Hebrews 1:4 ends with a transition from Jesus being far better than the Prophets to Jesus being far better than the angels. It says that Jesus sat down next to the Father in heaven after having made atonement for our sins and “having become as much superior to angels as the name he has inherited is more excellent than theirs.” Names and titles were nearly the same things on the day the author penned this idea. The writers of the United Bible Societies handbook for translators acknowledge this when they comment, “In this type of context greater must be understood in the sense of ‘more important,’ or ‘of higher rank,’ or ‘of greater authority.’” They go on to elaborate: “In a number of languages one must distinguish clearly between a personal name which identifies an individual, and a title indicating rank. In this context, the emphasis is upon the title which was given to Jesus.”[1]
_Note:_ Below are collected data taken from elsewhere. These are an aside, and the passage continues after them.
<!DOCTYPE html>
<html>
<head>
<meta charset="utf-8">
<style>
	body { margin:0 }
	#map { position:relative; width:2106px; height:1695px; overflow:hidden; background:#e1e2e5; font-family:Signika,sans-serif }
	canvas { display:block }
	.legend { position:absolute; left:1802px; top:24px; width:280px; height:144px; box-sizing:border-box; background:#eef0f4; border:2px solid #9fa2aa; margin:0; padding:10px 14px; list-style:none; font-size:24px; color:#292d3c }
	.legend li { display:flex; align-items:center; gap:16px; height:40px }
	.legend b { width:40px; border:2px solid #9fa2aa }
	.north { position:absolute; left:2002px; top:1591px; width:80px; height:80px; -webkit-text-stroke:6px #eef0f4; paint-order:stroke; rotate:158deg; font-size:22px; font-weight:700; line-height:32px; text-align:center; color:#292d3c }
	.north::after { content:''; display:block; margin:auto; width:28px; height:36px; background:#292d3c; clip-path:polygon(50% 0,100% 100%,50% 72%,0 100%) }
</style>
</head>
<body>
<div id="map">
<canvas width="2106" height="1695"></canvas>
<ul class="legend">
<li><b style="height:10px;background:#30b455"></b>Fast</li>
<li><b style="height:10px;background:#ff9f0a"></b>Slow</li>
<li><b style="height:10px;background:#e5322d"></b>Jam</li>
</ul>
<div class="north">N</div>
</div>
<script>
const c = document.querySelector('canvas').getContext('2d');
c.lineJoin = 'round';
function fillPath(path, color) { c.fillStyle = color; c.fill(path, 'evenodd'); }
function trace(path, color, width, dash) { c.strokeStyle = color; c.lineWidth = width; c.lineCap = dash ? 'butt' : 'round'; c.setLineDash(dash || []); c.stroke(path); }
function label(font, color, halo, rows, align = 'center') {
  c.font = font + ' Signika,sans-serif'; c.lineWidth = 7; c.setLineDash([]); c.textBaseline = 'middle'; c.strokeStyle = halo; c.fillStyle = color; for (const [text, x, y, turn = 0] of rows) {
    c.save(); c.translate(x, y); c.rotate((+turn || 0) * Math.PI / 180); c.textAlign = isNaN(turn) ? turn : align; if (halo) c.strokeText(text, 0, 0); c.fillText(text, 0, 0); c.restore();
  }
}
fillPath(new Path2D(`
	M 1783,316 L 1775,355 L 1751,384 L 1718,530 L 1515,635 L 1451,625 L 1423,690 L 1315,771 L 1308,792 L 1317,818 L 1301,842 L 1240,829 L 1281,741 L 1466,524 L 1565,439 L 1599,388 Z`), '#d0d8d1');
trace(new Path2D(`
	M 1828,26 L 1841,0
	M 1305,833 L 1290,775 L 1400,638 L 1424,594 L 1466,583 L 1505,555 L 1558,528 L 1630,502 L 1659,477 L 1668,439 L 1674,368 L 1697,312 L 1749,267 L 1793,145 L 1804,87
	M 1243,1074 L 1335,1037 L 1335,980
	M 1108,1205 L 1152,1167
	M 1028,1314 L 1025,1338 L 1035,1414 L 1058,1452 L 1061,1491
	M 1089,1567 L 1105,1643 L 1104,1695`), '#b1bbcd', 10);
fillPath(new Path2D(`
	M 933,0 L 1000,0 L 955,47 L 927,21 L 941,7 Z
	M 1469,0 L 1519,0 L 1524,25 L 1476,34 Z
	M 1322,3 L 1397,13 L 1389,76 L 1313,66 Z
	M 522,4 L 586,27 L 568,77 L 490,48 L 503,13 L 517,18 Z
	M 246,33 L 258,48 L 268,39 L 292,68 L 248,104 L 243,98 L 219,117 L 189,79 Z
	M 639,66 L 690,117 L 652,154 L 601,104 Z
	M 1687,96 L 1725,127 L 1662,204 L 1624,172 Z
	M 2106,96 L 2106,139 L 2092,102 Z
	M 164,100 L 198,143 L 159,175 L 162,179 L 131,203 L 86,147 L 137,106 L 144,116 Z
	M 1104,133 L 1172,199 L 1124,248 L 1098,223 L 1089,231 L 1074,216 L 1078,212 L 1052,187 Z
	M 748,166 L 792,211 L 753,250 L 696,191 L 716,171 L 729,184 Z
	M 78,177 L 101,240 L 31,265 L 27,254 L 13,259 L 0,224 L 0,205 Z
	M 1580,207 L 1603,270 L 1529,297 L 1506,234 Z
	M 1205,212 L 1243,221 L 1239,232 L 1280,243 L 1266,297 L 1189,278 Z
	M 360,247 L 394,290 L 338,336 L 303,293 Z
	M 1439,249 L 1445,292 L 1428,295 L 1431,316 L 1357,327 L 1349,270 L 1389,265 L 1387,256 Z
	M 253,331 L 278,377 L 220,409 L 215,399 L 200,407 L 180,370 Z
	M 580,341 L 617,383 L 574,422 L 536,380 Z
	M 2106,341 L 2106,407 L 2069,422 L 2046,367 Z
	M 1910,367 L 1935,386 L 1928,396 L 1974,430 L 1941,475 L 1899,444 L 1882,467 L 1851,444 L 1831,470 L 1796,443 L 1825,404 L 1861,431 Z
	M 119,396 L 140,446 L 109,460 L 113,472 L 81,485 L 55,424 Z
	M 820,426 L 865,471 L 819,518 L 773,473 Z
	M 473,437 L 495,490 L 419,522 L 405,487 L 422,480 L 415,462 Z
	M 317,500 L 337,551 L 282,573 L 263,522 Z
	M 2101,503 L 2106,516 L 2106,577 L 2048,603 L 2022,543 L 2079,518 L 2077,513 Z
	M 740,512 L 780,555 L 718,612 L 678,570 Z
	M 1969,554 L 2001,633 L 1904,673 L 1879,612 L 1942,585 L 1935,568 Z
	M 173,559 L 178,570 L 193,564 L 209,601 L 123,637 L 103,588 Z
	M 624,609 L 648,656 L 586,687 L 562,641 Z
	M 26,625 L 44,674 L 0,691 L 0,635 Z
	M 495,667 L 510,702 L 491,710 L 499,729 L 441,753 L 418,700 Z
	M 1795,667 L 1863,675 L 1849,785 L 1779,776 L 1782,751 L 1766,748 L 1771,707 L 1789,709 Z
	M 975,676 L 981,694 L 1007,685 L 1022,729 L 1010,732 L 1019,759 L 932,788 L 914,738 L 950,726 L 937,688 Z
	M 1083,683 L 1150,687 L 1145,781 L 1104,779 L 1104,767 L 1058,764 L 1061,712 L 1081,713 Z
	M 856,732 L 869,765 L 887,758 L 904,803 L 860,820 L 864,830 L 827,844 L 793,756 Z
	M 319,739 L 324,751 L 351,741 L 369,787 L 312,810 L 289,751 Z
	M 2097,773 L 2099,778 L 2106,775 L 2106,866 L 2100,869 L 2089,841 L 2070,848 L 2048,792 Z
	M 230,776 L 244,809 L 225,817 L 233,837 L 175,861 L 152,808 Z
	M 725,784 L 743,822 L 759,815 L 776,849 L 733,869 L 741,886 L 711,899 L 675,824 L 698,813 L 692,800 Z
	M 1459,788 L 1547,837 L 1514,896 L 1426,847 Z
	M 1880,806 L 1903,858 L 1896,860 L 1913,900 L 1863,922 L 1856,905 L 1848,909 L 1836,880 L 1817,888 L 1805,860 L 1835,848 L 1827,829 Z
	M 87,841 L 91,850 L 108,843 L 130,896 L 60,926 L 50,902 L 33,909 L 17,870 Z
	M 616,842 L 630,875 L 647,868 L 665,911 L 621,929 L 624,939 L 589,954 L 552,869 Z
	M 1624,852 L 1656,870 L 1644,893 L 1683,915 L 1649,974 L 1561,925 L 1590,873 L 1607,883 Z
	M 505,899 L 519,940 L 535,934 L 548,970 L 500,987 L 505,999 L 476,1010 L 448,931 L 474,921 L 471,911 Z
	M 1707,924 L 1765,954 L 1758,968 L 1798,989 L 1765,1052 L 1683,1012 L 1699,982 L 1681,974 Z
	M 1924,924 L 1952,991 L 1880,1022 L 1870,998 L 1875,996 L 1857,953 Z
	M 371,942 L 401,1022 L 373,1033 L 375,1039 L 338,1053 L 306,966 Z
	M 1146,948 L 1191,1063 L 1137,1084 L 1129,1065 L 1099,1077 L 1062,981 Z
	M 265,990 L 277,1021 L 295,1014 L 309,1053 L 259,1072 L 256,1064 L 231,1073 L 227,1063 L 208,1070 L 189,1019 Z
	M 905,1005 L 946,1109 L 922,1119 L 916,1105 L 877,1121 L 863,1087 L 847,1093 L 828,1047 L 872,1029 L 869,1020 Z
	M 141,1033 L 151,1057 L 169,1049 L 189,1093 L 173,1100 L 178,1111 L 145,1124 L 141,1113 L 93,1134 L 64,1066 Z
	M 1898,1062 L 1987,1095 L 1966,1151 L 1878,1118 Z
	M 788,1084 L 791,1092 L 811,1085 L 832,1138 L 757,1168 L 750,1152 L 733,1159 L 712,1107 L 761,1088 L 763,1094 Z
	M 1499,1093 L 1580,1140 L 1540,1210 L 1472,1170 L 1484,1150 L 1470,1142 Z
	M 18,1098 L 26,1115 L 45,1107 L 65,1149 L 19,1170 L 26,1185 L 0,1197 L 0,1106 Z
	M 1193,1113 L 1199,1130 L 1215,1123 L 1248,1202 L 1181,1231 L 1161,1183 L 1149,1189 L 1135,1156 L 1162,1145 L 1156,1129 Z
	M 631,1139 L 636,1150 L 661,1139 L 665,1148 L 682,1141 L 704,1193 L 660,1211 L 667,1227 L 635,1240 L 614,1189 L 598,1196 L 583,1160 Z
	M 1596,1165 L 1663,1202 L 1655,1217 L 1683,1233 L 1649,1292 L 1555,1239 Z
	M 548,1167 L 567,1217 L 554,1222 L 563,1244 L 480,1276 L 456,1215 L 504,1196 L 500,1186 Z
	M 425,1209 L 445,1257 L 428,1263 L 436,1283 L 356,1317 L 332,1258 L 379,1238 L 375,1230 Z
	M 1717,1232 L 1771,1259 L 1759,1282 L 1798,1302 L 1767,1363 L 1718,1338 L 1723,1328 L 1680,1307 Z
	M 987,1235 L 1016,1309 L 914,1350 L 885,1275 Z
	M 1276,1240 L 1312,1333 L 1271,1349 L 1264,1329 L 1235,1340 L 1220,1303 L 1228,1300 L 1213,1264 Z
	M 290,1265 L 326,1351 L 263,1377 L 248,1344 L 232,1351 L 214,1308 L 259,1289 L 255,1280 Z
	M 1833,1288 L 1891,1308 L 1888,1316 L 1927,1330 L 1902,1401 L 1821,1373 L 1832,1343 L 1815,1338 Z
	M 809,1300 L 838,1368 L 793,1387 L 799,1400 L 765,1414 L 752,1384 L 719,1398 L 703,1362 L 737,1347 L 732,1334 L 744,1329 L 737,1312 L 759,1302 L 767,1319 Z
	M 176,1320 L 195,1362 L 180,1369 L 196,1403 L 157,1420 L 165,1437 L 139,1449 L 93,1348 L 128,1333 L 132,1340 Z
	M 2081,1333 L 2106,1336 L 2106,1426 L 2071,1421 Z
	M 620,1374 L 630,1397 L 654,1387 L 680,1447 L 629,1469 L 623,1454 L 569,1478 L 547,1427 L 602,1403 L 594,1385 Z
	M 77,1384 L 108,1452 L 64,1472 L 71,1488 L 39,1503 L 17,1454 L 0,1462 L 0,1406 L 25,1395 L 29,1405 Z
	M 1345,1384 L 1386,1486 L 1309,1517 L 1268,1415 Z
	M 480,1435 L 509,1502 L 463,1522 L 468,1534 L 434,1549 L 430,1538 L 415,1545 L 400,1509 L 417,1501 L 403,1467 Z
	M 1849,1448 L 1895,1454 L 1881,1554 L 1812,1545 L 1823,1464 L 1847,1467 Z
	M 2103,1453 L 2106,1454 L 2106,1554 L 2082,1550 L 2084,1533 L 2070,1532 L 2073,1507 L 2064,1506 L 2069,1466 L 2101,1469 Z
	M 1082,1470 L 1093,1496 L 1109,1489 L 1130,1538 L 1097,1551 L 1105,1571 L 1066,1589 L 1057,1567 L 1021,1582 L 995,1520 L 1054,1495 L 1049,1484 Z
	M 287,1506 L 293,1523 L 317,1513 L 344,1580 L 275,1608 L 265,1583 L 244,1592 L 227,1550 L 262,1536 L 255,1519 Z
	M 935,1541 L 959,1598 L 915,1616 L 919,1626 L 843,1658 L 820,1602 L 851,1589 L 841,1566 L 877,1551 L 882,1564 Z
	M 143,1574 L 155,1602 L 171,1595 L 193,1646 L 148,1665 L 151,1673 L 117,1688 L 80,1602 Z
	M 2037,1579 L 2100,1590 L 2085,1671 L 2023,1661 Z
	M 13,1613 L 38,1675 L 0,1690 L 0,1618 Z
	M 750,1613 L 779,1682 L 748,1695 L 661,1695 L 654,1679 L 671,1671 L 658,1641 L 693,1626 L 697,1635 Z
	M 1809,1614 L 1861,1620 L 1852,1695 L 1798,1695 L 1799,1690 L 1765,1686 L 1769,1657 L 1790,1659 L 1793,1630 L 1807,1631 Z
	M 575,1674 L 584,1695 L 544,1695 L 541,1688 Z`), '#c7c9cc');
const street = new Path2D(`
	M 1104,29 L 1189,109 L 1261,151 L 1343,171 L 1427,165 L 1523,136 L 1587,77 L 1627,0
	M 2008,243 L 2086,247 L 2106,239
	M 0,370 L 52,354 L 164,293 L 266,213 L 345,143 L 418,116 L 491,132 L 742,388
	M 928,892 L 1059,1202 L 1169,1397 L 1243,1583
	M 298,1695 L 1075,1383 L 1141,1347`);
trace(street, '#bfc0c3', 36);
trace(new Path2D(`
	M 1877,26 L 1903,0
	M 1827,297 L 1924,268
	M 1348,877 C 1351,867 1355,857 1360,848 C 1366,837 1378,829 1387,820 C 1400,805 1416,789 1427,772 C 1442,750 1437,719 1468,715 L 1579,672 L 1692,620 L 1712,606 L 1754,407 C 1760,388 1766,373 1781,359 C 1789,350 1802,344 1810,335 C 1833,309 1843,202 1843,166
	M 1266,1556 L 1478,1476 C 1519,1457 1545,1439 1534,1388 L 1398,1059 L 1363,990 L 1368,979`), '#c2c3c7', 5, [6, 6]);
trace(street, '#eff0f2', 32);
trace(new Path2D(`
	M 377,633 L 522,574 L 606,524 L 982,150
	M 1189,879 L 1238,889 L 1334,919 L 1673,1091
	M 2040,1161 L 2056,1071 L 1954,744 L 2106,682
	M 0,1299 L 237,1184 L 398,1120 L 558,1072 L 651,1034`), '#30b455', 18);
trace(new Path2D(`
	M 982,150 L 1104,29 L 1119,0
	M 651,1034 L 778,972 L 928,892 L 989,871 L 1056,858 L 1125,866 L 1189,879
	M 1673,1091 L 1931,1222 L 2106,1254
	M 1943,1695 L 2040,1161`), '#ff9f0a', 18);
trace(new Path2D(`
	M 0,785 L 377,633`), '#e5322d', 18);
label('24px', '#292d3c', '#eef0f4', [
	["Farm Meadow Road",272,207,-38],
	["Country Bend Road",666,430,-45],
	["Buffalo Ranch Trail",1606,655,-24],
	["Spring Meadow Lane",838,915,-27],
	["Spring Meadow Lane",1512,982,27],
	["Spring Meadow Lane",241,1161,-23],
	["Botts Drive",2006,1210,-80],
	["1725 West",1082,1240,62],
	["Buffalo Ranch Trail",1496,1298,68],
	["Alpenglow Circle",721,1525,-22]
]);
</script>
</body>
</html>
The first part of this Epistle explains that God used to speak through the Prophets but today, He speaks to us through His Son. Jesus’ message to us is superior to the message of the Prophets that foretold Him and His life. Jesus’ message is so important because that’s what Moses and the prophets spoke about, and Jesus is the fulfillment. So Jesus is more important or greater than the Prophets. Many Jews believed that the OT, especially the Law of Moses, was delivered to Moses through angels. So when the writer of Hebrews turns his attention to Jesus’ superiority to the angels, he does so to give even further credence to Jesus and his teachings. This was important because, in the early Church, people were drawn to angel worship at times. Paul warns against that in Colossians 2:18; he writes, “Let no one disqualify you, insisting on asceticism and worship of angels.” Then again, we read in Galatians 1:8, “But even if we or an angel from heaven should preach to you a gospel contrary to the one we preached to you, let him be accursed.”

What the author of Hebrews is doing in this Epistle is saying pretty much what God said to those at Jesus’ transfiguration as recorded in mark 9:7, “And a cloud overshadowed them, and a voice came out of the cloud, ‘This is my beloved Son; listen to him.’” I’m arguing that God doesn’t speak to us through prophets anymore! Notice that at the transfiguration, both Moses and Elijah appeared with Jesus. When Peter wanted to honor all three by building tents for them, God spoke and singled out Jesus as his beloved son that should be listened to. Anyone claiming the gift of prophecy today is on shaky ground biblically. God doesn’t speak to us through angels today, which would have been a good thing to acknowledge when Joseph Smith met the angel Moroni. Jesus is the message of the whole Bible from beginning to end. True preaching is about Jesus, who he is, what he’s done and what he says. Pay attention to him; listen to him!

[1] Paul Ellingworth and Eugene Albert Nida, A Handbook on the Letter to the Hebrews, UBS Handbook Series (New York: United Bible Societies, 1994), 13.